* **Data for processing**
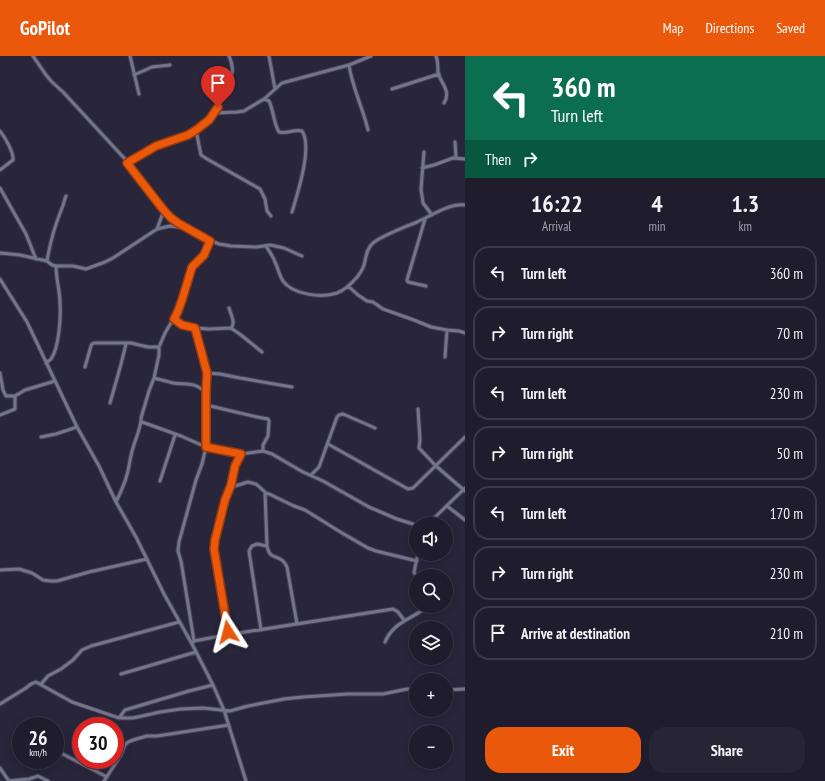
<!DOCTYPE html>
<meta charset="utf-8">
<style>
body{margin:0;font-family:"PT Sans Narrow",sans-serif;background:#272535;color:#f1f3f6;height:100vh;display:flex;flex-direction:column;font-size:15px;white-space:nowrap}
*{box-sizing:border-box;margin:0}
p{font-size:13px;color:#a1a1aa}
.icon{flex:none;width:22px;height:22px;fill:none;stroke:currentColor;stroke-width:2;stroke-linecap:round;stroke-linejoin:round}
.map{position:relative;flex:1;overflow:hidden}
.sheet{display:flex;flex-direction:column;background:#1f1c2d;width:360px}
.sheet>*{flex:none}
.hud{background:#0b6e4f;color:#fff;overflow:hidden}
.tools{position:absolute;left:409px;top:461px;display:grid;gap:8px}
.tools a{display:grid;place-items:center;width:44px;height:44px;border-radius:50%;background:#1f1c2d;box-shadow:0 2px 10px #0003,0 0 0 1px #3c3a49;font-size:20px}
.speed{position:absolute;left:12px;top:661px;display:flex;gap:8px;font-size:20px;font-weight:700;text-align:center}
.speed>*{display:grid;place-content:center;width:52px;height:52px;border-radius:50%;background:#1f1c2d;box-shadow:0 2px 10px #0003,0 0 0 1px #3c3a49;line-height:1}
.speed small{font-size:10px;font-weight:400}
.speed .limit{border:6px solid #d22;background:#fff;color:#111}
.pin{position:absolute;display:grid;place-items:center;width:34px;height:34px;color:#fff;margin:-41px -17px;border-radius:50% 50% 50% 0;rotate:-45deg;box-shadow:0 0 4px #0007}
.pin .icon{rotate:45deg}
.me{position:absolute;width:44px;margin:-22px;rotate:351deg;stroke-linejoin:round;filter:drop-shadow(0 0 3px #0008)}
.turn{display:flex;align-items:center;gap:14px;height:84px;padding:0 20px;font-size:18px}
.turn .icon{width:52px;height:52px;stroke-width:2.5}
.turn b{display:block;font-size:28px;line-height:34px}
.then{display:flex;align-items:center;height:38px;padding:0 20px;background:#0003;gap:8px;font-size:15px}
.eta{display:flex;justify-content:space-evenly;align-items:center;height:68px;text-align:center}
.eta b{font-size:24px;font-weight:800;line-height:28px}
.cta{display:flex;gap:8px;margin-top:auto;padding:8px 20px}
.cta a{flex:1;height:46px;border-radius:16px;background:#ea580c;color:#fff;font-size:16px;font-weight:800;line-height:46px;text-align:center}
.cta a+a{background:#272535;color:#f1f3f6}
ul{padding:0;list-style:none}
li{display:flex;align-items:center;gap:12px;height:54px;margin:0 8px 6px;padding:0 12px;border:2px solid #3c3a49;border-radius:16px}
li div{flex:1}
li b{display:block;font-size:15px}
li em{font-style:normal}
header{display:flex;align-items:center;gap:24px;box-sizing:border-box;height:56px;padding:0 20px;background:#ea580c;color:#fff}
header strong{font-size:19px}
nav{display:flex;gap:22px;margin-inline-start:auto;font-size:14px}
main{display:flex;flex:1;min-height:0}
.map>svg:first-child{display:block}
</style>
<header>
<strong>GoPilot</strong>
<nav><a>Map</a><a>Directions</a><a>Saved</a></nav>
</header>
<main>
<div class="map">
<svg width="465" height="725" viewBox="0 0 465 725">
<rect width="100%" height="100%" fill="#29263c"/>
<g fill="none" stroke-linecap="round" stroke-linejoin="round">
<!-- minor casing -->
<g stroke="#424052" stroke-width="5">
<path id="minor" d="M33,0L46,19L52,26L63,36L125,103L127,107L162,152L170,161L178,167L205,182L219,188L231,190L257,191L270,189L275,190L284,192L302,200
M130,0L139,38
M269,0L275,33
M436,0C438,5 438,11 438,16C440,27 452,35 444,47
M349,9C352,31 363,52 368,74
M134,19L152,11L170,9
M392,33L439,18
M264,43L269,45C274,55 273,66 279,76C287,78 294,73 302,75C313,91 297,139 292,156
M215,57L237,56L244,55L264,43L282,27L349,9L371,0
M196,74L201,99L207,103L260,133L265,143L267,155L271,160
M0,75C5,81 14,97 13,104L0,114
M455,86L456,102
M424,96L421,133L423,147L432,159
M127,107C136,102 146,95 156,90C167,86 178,84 188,79C208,70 219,52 227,32C232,20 235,14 229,0
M422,112L434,109L453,102L465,103
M0,132L26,178L36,203
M425,163L407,224L408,226L426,230
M157,173L164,154
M266,190C269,195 273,200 275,206C278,212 279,219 283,225C293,239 322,242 337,237C345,234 353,226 358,220C360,217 363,213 364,209C366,202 366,193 373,187C383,179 405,171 417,166C431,160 449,147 465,149
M0,197L20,199L47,205L52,209L56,210H73L86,213L105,206L113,202L157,173L170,170L186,172
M47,205C50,187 55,169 62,152C64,148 64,144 66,140
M0,223L27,266L77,371L99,410L116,446L136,481L164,538L192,588L213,629L224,654L246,725
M348,230L358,239L367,245L373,246L383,253L414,264L431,271L447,274
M229,252C231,259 236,267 231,272
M174,263L182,269L195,272L209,273L231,272L241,279L262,296
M195,272L207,317L206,337
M445,301L447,274L459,275L465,277
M46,307C47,306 50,304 51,303C59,292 61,261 60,247C60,235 56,223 56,210
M85,311L91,290L92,288L94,287H131L148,291H159
M0,317L3,334L6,340H15
M207,317L220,318L240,322L292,331
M154,322C160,324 167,325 173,327C187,329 194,325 206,337V391L202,408L196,424L179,486L178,495L181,505L194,585L192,588
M110,347L120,312L126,288
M206,349L257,361L268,363L269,365L268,380L263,389V395
M418,353L420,384L419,392L436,410L465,435
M0,359L15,353V340L25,334L55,325
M142,366L181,380L206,391L241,398L263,395L272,398L303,416L323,425L369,451L397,463L416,469
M41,381L56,378L77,371
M328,388L408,433L413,432L465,381
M311,419L319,411L337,361L339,359L343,358L375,372
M160,425L175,379
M231,429L235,430L248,426L256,428L265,436L294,450L305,454L342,477L368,492L376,495L417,505
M265,436L267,490C270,504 275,498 283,505C285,507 286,509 287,511L297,568
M116,446C122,434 127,423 129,410C130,404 131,398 133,392C135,384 142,369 141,362L149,335L154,322L159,299V291L165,277L178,255L185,236L192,211L204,199L210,185
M447,450L465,464
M428,468L465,432
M0,514L19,513L32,517L43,524L50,525H57L89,516L147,503
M416,520L414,516L418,498
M261,574L249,495L252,490L257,488L267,490
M226,579L393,553L398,556L404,564
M194,585L226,579L228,576L214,493L215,484L225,444L231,429L235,409L241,398
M385,586C394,565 413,563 428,550
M121,618L196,596
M41,628L48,620L61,613L73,604L82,594L91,590L179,566
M446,634L465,633
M0,648L26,632L31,628L36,626L72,646L119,662H133L160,656L181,653L203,652L230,655L248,650L284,643L303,641L348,638H383L407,633L416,634
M119,662L125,654L189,635L213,629
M57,695L107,721
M0,712L9,725
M9,725L29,723L38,720L48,725
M104,725L121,699L125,689L128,686L133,684L147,680H157L229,669"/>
</g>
<!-- minor -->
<use href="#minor" stroke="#75748d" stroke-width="3"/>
</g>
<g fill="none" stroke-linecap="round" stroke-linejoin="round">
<!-- route casing -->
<g stroke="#983908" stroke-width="10">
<path id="route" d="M218,51L209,64L196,74L188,79L156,90L127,107L162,152L170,161L178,167L210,185L204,199L192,211L182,244L178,255L174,263L182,269L195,272L207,317L206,337V391L241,398L235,410L231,429L225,444L215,484L214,493L228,576"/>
</g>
<!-- route -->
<use href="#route" stroke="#ea580c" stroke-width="7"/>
</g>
</svg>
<div class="tools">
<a><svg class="icon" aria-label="sound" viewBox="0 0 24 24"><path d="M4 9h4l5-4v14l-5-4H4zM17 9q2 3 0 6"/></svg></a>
<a><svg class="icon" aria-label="search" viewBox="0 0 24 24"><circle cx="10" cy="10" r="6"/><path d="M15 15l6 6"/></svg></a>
<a><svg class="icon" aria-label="layers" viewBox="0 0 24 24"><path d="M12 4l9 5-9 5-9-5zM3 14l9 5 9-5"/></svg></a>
<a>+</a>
<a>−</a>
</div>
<div class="speed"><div>26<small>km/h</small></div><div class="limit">30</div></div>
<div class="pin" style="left:218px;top:51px;background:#d93025"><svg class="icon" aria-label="arrive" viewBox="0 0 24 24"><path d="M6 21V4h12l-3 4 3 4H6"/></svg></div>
<svg class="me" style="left:228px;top:576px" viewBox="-20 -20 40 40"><path d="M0-17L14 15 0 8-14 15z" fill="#ea580c" stroke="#fff" stroke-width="4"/></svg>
</div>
<section class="sheet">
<div class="hud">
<div class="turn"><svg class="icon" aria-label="left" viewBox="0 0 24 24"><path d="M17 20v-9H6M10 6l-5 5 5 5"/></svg><div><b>360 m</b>Turn left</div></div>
<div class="then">Then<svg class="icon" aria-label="right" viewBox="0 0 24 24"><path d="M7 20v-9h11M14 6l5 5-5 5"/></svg></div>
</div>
<div class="eta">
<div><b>16:22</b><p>Arrival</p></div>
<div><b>4</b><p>min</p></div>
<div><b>1.3</b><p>km</p></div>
</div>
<ul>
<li><svg class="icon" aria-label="left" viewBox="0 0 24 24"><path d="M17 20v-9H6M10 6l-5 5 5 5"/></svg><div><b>Turn left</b></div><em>360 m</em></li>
<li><svg class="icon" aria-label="right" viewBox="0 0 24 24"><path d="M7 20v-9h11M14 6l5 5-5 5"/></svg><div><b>Turn right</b></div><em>70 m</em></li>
<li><svg class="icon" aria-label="left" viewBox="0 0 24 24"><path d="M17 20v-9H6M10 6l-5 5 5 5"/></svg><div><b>Turn left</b></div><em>230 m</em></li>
<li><svg class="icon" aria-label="right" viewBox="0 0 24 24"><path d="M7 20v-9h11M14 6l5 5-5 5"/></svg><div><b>Turn right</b></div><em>50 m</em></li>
<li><svg class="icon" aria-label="left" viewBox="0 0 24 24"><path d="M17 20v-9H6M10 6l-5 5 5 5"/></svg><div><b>Turn left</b></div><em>170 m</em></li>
<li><svg class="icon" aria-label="right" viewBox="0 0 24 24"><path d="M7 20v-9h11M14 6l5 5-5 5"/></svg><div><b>Turn right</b></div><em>230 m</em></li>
<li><svg class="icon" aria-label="arrive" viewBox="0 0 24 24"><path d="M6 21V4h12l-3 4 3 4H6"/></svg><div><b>Arrive at destination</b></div><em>210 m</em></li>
</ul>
<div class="cta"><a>Exit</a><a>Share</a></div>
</section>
</main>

* **Exercise prompt**
Which lines in the material contain the word "content"? Pull each of them out.

* **Expected answer**
.speed>*{display:grid;place-content:center;width:52px;height:52px;border-radius:50%;background:#1f1c2d;box-shadow:0 2px 10px #0003,0 0 0 1px #3c3a49;line-height:1}
.eta{display:flex;justify-content:space-evenly;align-items:center;height:68px;text-align:center}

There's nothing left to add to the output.